An interferogram showing surface deformation based on two radar images.
This interferogram is based on two radar images taken from the same viewing angle at different times. The fringe pattern shows surface displacement from an earthquake that ruptured up to the surface. Each fringe (a cycle through all of the colors) represents 28 millimeters of near-vertical surface displacement. By counting the number of fringes from the outer edge of the interferogram toward the center of the fringe pattern, scientists can determine the total deformation.

Advances in Radar Technology
In 1978, the National Aeronautics and Space Administration (NASA) launched its Earth-orbiting remote-sensing satellite, Seasat, which was designed to gather information about Earth’s oceans. Seasat was the first satellite to use a new type of radar technology, called synthetic aperture radar (SAR). A SAR system “synthesizes” a large antenna by collecting a series of radar pulse returns as the satellite moves along its flight track, which results in increased image resolution. Because a moving SAR antenna can collect radar returns in two directions (range and azimuth), two-dimensional (2D) images can be constructed.
SAR has advantages over other remote-sensing techniques. For example, SAR provides its own illumination in the form of microwaves, so it can image any time of day or night without the need for sunlight. The wavelengths of the microwaves range from 1 to 30 centimeters, which are much longer than those of visible or infrared light. Thus, SAR’s longer wavelengths can penetrate cloudy conditions that are opaque to visible and infrared instruments. Also, SAR satellites provide a map view of entire swaths of Earth’s surfaces.
SAR’s microwave signals or pulses—transmitted at 1,700 times per second—are Doppler-shifted as they are reflected back to the antenna. That is, waves in front of the satellite register a higher frequency, or positive Doppler shift, and waves behind the satellite register a lower frequency, or negative Doppler shift. The Doppler shift registers as zero for ground regions (pixels) directly broadside of the antenna at acquisition time. The zero Doppler allows for the correct placement of each radar return echo along the flight path (azimuth) direction. Researchers use the zero Doppler associated with each azimuth return to construct a 2D SAR image.
Each pixel in a SAR image is represented by a complex number from which the magnitude and the phase can be calculated. The magnitude represents how much power from the original transmitted pulse is reflected back to the antenna from a given ground pixel. The phase, or fractional wavelength of the echo, can be used to extract range information similar to what can be obtained from conventional radars, but SAR data are much more precise.

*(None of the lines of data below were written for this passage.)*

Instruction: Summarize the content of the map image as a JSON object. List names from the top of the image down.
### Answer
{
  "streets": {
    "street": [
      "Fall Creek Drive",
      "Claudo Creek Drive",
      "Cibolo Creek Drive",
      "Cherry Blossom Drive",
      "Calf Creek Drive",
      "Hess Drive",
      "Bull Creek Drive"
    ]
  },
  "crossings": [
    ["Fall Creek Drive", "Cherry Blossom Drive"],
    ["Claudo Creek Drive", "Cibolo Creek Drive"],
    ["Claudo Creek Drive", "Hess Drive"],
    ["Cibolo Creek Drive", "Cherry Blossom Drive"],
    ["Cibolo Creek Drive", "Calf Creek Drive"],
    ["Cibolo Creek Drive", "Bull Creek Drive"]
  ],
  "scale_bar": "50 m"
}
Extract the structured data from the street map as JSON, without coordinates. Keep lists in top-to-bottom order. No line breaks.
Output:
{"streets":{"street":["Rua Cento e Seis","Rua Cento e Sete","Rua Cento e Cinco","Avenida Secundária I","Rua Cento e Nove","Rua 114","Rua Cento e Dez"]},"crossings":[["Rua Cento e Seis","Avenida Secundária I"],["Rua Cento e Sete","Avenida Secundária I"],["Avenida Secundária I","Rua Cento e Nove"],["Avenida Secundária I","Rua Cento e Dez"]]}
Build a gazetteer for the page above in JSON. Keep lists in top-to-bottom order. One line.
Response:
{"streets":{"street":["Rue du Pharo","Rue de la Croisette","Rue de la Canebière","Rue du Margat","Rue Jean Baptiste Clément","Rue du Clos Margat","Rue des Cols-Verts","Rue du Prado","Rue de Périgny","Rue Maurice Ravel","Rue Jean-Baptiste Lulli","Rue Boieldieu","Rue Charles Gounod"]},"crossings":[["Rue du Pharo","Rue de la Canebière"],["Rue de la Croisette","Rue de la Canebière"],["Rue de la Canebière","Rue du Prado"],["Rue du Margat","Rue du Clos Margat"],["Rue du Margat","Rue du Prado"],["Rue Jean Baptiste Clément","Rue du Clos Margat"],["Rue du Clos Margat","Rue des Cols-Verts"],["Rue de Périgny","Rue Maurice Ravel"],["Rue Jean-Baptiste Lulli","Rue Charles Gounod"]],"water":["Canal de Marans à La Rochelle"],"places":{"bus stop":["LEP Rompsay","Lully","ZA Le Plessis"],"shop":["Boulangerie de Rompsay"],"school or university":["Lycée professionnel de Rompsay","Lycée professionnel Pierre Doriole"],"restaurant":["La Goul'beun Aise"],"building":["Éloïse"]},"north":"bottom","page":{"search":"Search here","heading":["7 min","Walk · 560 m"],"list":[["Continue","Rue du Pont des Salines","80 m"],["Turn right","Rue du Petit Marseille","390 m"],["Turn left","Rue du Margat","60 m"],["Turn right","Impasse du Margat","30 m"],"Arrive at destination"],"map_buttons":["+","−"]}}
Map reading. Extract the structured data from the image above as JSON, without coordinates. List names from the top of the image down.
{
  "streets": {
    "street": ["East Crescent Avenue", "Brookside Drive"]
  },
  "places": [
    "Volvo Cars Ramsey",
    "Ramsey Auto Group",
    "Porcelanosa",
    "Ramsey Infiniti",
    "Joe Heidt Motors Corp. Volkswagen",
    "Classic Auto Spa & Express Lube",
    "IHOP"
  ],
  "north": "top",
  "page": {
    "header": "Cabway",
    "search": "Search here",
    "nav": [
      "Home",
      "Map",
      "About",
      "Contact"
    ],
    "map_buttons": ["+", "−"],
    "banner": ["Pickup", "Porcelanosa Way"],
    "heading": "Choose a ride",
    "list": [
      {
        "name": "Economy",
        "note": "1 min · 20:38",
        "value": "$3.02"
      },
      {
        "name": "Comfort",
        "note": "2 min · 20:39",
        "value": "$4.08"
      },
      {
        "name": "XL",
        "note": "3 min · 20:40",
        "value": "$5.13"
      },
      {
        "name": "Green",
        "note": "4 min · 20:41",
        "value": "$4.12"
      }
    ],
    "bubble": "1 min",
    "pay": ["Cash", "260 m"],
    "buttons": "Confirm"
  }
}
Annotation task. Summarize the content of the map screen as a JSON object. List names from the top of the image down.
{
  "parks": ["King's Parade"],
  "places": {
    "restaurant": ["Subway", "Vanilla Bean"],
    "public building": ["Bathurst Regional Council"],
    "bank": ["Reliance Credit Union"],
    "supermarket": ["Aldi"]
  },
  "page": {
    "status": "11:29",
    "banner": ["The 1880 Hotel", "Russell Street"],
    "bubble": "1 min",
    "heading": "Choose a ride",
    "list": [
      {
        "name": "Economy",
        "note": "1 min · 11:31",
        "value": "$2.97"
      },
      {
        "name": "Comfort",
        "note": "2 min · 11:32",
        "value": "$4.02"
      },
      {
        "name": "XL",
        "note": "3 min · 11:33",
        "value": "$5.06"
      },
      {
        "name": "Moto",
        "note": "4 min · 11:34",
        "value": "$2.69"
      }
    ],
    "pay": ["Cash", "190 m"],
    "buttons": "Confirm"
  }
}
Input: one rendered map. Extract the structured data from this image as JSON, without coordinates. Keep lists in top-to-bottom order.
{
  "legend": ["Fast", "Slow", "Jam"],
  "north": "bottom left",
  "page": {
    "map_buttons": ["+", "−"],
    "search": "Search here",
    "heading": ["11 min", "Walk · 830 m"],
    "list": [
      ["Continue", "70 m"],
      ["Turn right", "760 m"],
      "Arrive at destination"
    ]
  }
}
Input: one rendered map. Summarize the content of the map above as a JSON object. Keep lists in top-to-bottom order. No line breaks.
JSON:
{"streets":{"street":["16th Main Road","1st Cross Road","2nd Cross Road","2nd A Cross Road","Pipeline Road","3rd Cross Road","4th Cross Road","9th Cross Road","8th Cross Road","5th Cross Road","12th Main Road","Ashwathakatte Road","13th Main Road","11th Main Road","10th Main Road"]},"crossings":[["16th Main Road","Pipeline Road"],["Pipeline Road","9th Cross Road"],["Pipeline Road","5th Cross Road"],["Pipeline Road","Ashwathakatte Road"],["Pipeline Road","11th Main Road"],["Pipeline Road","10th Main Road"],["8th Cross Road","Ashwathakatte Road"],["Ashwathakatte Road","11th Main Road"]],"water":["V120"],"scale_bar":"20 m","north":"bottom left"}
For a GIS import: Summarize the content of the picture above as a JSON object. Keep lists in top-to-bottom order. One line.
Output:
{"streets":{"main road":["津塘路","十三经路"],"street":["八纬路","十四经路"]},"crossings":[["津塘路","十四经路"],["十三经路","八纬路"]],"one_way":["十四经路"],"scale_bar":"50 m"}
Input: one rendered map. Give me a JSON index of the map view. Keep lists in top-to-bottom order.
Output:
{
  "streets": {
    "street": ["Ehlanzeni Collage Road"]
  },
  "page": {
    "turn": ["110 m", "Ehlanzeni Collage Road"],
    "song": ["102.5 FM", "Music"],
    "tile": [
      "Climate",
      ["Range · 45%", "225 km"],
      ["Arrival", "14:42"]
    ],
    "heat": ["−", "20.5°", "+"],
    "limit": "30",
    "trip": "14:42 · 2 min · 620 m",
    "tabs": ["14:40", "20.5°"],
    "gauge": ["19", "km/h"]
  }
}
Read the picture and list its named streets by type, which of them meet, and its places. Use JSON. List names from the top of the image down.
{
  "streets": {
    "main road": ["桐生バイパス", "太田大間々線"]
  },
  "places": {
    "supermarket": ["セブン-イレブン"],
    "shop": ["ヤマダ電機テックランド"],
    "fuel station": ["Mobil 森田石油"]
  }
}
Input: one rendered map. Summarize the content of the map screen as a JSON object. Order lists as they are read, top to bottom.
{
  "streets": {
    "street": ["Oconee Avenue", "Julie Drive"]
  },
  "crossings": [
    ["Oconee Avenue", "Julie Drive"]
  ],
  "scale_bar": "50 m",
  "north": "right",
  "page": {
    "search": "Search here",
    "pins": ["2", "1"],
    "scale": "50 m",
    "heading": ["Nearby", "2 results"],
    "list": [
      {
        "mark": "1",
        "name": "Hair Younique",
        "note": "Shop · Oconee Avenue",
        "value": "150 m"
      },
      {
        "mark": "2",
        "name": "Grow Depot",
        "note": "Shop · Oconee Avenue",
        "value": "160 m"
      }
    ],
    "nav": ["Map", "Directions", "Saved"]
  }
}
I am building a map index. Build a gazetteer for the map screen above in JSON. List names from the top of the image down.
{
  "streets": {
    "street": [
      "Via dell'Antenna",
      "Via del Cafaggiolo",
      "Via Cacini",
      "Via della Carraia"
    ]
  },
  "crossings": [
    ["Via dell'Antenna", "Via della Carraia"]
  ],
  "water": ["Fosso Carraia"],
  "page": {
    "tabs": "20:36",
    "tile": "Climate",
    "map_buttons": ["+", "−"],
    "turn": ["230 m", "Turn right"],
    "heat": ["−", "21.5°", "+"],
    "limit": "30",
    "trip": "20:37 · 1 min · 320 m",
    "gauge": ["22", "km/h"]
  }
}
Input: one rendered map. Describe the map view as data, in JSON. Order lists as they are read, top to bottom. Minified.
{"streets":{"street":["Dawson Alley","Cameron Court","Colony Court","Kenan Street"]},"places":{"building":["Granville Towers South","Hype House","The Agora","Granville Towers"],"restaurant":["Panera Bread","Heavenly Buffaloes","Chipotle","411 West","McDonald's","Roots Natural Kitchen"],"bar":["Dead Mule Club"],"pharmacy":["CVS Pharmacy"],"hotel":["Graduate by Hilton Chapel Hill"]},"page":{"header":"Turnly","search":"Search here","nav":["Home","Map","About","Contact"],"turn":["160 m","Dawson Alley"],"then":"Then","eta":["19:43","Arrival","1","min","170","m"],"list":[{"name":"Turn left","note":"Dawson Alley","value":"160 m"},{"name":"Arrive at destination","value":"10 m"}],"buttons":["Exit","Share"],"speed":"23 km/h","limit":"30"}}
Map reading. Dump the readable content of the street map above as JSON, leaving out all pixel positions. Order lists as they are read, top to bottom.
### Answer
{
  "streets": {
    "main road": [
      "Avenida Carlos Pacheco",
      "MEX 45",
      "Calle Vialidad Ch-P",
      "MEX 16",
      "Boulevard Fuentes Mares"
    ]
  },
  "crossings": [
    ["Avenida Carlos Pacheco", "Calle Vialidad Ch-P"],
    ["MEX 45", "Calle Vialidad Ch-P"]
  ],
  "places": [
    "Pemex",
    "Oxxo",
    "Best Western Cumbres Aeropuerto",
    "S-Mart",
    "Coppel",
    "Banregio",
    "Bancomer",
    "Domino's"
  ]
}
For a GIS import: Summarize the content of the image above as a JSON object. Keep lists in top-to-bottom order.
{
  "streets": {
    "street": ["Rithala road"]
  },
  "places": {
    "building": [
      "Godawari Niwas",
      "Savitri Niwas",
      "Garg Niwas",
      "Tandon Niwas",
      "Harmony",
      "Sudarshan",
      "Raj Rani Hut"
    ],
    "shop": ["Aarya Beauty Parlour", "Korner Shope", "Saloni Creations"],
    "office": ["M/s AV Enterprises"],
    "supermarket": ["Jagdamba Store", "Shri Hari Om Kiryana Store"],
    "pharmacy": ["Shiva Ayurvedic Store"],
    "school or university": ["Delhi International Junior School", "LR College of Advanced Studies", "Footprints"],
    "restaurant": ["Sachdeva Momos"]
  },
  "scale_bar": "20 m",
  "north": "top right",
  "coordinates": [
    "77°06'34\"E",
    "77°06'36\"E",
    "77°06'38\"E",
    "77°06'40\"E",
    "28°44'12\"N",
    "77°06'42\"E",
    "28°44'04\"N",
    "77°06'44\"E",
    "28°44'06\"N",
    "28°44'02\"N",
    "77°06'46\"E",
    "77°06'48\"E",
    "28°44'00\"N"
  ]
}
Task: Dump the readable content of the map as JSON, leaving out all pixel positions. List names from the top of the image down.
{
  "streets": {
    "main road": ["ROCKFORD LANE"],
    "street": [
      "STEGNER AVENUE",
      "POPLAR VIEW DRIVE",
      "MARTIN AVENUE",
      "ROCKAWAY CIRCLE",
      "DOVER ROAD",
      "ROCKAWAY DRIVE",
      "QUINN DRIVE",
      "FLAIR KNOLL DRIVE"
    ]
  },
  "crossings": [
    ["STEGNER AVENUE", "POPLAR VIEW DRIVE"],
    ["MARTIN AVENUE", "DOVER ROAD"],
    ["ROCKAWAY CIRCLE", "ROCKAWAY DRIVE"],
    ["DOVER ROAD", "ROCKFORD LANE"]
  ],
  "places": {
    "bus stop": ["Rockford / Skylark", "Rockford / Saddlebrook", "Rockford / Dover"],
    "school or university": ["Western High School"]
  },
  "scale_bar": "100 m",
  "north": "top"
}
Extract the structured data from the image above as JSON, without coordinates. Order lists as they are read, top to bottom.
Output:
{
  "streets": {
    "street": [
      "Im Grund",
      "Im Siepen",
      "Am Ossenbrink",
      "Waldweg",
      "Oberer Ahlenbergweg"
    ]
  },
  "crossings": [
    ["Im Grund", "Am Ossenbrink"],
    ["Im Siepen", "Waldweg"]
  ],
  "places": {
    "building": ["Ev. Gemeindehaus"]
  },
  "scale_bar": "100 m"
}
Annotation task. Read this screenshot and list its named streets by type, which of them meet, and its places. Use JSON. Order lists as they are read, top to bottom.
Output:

An interferogram of the April 10, 1998, earthquake in Iran.
Interferometric synthetic aperture radar (InSAR) can be used to increase the precision of pinpointing the origin of earthquakes. For example, after the April 10, 1998, earthquake in Iran, InSAR (triangle) provided a 20-kilometer correction to the seismic locations (stars) registered by regional seismic stations.

Detecting Subtle Surface Changes
To convert the raw SAR data into maps showing surface deformation (interferograms), Vincent’s team uses a combination of open-source and commercial software. Researchers look for common points between two SAR images and line up each of the pixels in a frame. Then they apply algorithms to obtain the phase difference. When two SAR images of the same ground region are acquired from similar viewing angles, the phases of the two images can be interfered (subtracted) pixel by pixel. This process creates interferometric fringes, producing an image called an interferogram. A fringe appears on an interferogram as a cycle of arbitrary colors, with each cycle representing 28 millimeters of near-vertical surface displacement.
Two methods were devised to remove topographic fringes, which can mask surface deformation. In 1993, a French team developed a technique that uses a digital elevation model (DEM) to remove the topographic fringes from an interferogram, leaving only those fringes that are proportional to surface deformation. (A DEM image represents heights above sea level for a particular location.) Also in 1993, the Jet Propulsion Laboratory, California Institute of Technology, developed a method to combine two interferograms of the same region and subtract out the topographical fringes. One (topographic) interferogram is acquired over a short time period to ensure there is no surface deformation. Once the topographic fringes are subtracted, the remaining fringes are proportional to surface displacement plus some atmospheric phase noise.
Today, researchers use both of these methods to create a continuous 2D map of surface displacements over a 10,000-square-kilometer area. By counting (integrating) the fringes on the deformation-only interferogram using a technique called phase unwrapping, they can determine how much the ground has moved, pixel by pixel, to finally form a deformation map. The more the surface has been displaced, the tighter (closer together) are the fringes.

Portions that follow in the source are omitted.